This page references the MIT 6.034 Artificial Intelligence open course (Fall 2010). This course has been taugh by Patrick Winston at Fall 2010. You can view the complete course at http://ocw.mit.edu/6-034F10. Creative Commons BY-NC-SA Licence.

- 1. Introduction and Scope
- 2. Reasoning: Goal Trees and Problem Solving
- 3. Reasoning: Goal Trees and Rule-Based Expert Systems
- 4. Search: Depth-First, Hill Climbing, Beam
- 5. Search: Optimal, Branch and Bound, A*
- 6. Search: Games, Minimax, and Alpha-Beta
- 7. Constraints: Interpreting Line Drawings
- 8. Constraints: Search, Domain Reduction
- 9. Constraints: Visual Object Recognition
- 10. Introduction to Learning, Nearest Neighbors

In this lecture, Prof. Winston introduces artificial intelligence and provides a brief history of the field. The last ten minutes are devoted to information about the course at MIT.

This lecture covers a symbolic integration program from the early days of AI. We use safe and heuristic transformations to simplify the problem, and then consider broader questions of how much knowledge is involved, and how the knowledge is represented.

We consider a block-stacking program, which can answer questions about its own behavior, and then identify an animal given a list of its characteristics. Finally, we discuss how to extract knowledge from an expert, using the example of bagging groceries.

This lecture covers algorithms for depth-first and breadth-first search, followed by several refinements: keeping track of nodes already considered, hill climbing, and beam search. We end with a brief discussion of commonsense vs. reflective knowledge.

This lecture covers strategies for finding the shortest path. We discuss branch and bound, which can be refined by using an extended list or an admissible heuristic, or both (known as A*). We end with an example where the heuristic must be consistent.

In this lecture, we consider strategies for adversarial games such as chess. We discuss the minimax algorithm, and how alpha-beta pruning improves its efficiency. We then examine progressive deepening, which ensures that some answer is always available.

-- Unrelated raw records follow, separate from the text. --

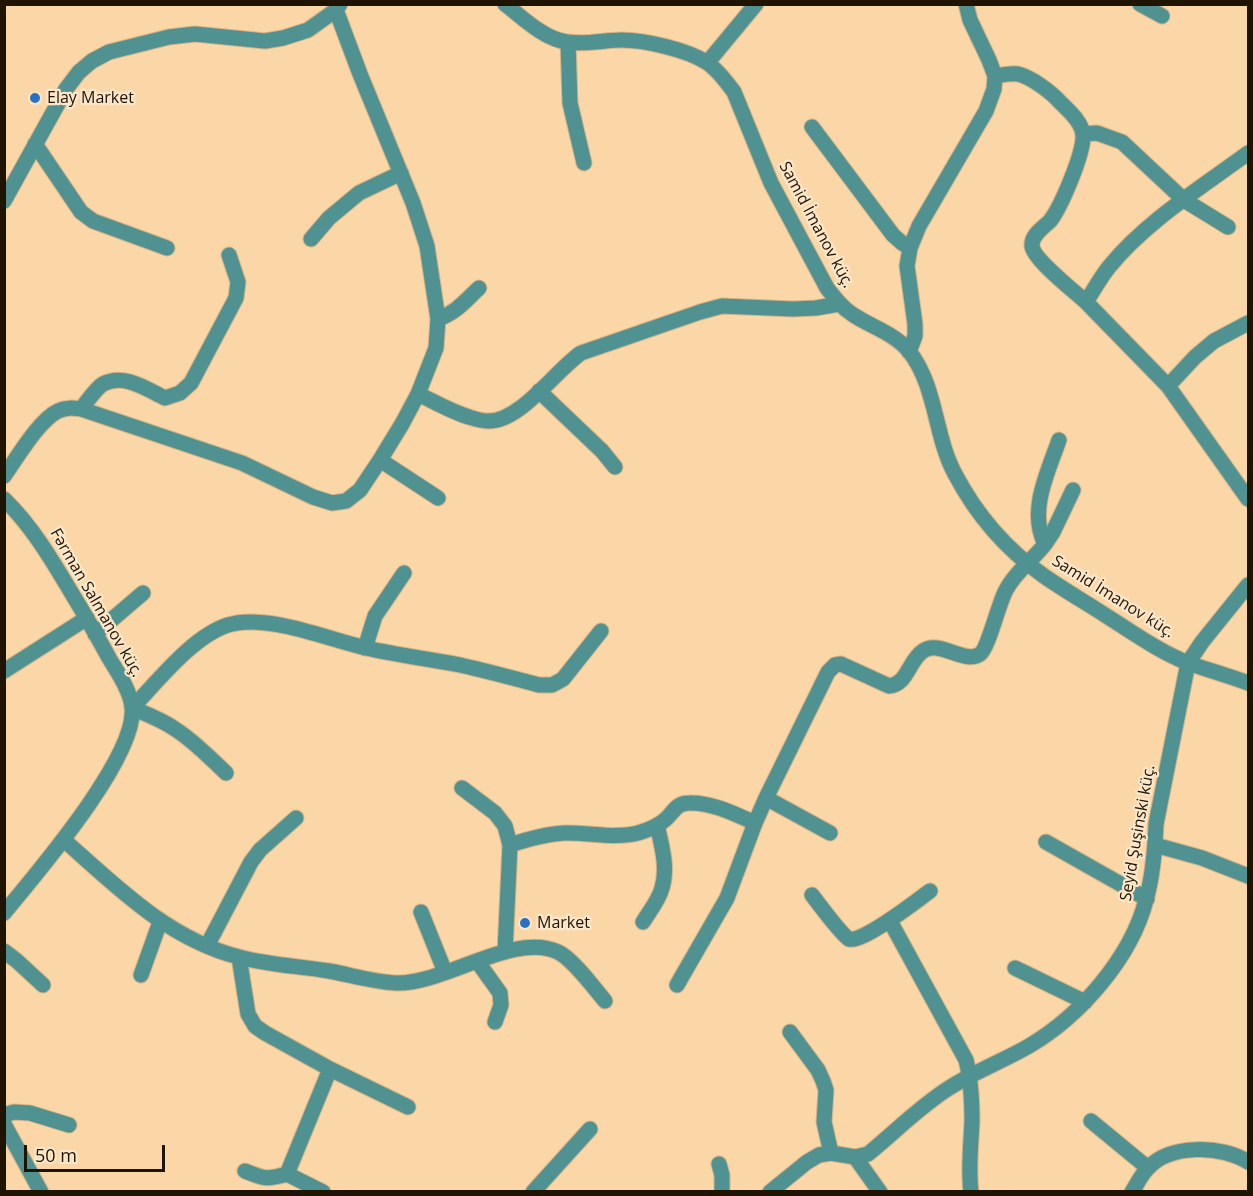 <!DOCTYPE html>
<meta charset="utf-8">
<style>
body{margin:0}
#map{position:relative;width:1253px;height:1196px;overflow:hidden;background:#fbd7a7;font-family:"Open Sans",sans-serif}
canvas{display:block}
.frame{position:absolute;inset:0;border:6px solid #1f1302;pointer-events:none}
.scale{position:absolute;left:24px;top:1145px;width:141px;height:27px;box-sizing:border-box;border:3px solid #1f1302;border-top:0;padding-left:8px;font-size:18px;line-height:21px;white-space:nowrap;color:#1f1302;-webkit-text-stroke:4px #fde7cb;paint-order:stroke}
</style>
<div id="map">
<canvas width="1253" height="1196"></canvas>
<div class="frame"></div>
<div class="scale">50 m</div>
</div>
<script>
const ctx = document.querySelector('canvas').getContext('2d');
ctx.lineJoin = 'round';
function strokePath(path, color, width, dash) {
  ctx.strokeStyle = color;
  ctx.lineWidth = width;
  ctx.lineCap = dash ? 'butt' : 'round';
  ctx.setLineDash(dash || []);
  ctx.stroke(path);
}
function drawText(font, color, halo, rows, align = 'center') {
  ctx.font = font + ' "Open Sans",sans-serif';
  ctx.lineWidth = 4.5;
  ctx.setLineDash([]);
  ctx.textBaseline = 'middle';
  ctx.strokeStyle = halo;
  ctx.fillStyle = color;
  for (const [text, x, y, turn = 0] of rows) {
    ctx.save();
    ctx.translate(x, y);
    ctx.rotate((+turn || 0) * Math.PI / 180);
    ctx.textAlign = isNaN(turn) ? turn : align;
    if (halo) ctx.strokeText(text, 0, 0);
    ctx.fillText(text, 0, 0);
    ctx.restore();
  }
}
const minor = new Path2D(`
 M505,4C523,18 544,39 567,42C585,45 604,40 622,40C645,40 687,50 706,62C717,69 726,81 734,92L771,183L827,288C835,298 841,307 852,314C871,327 894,333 909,351C937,387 934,435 955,474C976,514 1007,550 1044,576C1064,590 1085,602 1105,615C1132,632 1158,651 1188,663C1208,670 1229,676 1248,683
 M1140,4L1162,16
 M568,42L570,103L584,163
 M708,62L756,4
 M995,76C1002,75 1011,73 1018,74C1031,77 1051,92 1060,102C1069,111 1082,122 1083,135C1084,153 1061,207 1050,221C1043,228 1031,235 1032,246C1033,259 1075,292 1086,302
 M812,127L893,235L902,243L910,248
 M1083,134L1097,133L1122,142L1184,200L1228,227
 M35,144L81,212L93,221L167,248
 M1248,153C1202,187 1145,222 1109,267C1100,278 1094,290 1086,302L1168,386L1248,499
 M4,201L66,89L79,72L92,61L109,52L169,37L195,34L265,41L283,38L308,30L336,10L340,4
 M311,239L329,218L359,193L401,173
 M438,319C456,313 466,300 479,288
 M909,352L915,336V324L907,266L910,248L919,226L986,111L994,89L995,76L989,60L970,20L966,4
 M1168,386L1195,357L1214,341L1248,323
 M539,391L602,451L615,467
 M418,394C435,402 452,412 469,417C475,419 482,421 488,421C520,422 555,371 581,353L700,312L722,306L793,309L816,308L839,304
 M81,409C87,402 96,388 103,384C124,373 146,389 165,398L180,393L191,383L236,298L238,282L229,255
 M380,460L438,498
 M4,476C17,458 39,420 58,411C66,407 73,408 81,409L242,463L313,497L332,503L346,501L360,490L380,460L402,424L418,394L436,348L438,319L427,246L413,203L360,74L336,10
 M4,499C36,530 57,569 80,607C90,624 100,641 109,658C118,673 130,690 132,707C138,756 36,874 4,913
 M1045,544L1053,532L1073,490
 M95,634L143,593
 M365,648L375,616L404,573
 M4,671L87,618
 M226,773C210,758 194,741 175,729C162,720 147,714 132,708C158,681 193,636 228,625C266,613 327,639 366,648C397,655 429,659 460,665C487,671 513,678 539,685H552L563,679L601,631
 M462,788L495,813L505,826L510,845
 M766,798L830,833
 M64,840C117,887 168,939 239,957C268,965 299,966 329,971C351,975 373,982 396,983C443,985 515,931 558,952C573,959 594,988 605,1001
 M1046,842L1147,899
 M1155,845L1202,858L1248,876
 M812,895C818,903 842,935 849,939C861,944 918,900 930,891
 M421,912L445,972
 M890,921L966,1060C971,1080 972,1100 972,1121C971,1145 968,1168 971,1192
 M643,922C649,912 659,900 662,888C668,868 662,846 657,825
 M207,946L251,862L260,850L296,818
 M4,951L17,961L43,985
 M505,952L510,845C528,839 545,834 564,833C588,832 614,839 638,833C648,830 660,825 667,818C674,811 677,803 689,803C711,802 735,814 755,823
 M239,957L248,1014L255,1026L265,1033L330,1069L287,1174L323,1192
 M477,961L500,993L501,1005L495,1022
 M1015,968L1085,1002
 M141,975L160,922
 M677,985L727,898L755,823L766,798L828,672L835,665L841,664L889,686C907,685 909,660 923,651C939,639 965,665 980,654C988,649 999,602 1006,590C1015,572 1033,560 1045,544C1028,511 1048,472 1059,440
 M790,1032L818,1070L823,1081L826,1090L824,1122L831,1153
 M330,1069L408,1107
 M4,1115L14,1112L30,1113L69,1125
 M1091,1121L1148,1168
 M4,1124L41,1192
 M855,1157L880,1192
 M719,1164L722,1175V1192
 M245,1171C265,1179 266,1180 287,1174
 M533,1192L590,1129
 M770,1192L807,1162L819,1155L831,1153L855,1157L868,1154C895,1132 919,1107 949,1088C974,1072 1003,1061 1029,1046C1080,1016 1131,958 1146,900C1153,876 1155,849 1156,824L1188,663L1202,642L1248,585
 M1132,1192C1137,1184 1141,1175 1148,1168C1170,1144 1222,1145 1248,1162`);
strokePath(minor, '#d3b489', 17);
strokePath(minor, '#4f9291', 15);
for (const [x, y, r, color] of [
 [35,98,6,"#2b70c2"],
 [525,923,6,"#2b70c2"]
]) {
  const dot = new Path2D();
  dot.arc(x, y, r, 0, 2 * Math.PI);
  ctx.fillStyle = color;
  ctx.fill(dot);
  strokePath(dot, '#fde7cb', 2);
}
drawText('16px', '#1f1302', '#fde7cb', [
 ["Elay Market",47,98],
 ["Market",537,923]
], 'left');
drawText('16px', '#1f1302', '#fde7cb', [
 ["Samid İmanov küç.",816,225,62],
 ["Samid İmanov küç.",1113,597,32],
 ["Fərman Salmanov küç.",96,603,60],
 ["Seyid Şuşinski küç.",1138,833,-80]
]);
</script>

How can we recognize the number of objects in a line drawing? We consider how Guzman, Huffman, and Waltz approached this problem. We then solve an example using a method based on constraint propagation, with a limited set of junction and line labels.

This lecture covers map coloring and related scheduling problems. We develop pseudocode for the domain reduction algorithm and consider how much constraint propagation is most efficient, and whether to start with the most or least constrained variables.

We consider how object recognition has evolved over the past 30 years. In alignment theory, 2-D projections are used to determine whether an additional picture is of the same object. To recognize faces, we use intermediate-sized features and correlation.

This lecture begins with a high-level view of learning, then covers nearest neighbors using several graphical examples. We then discuss how to learn motor skills such as bouncing a tennis ball, and consider the effects of sleep deprivation.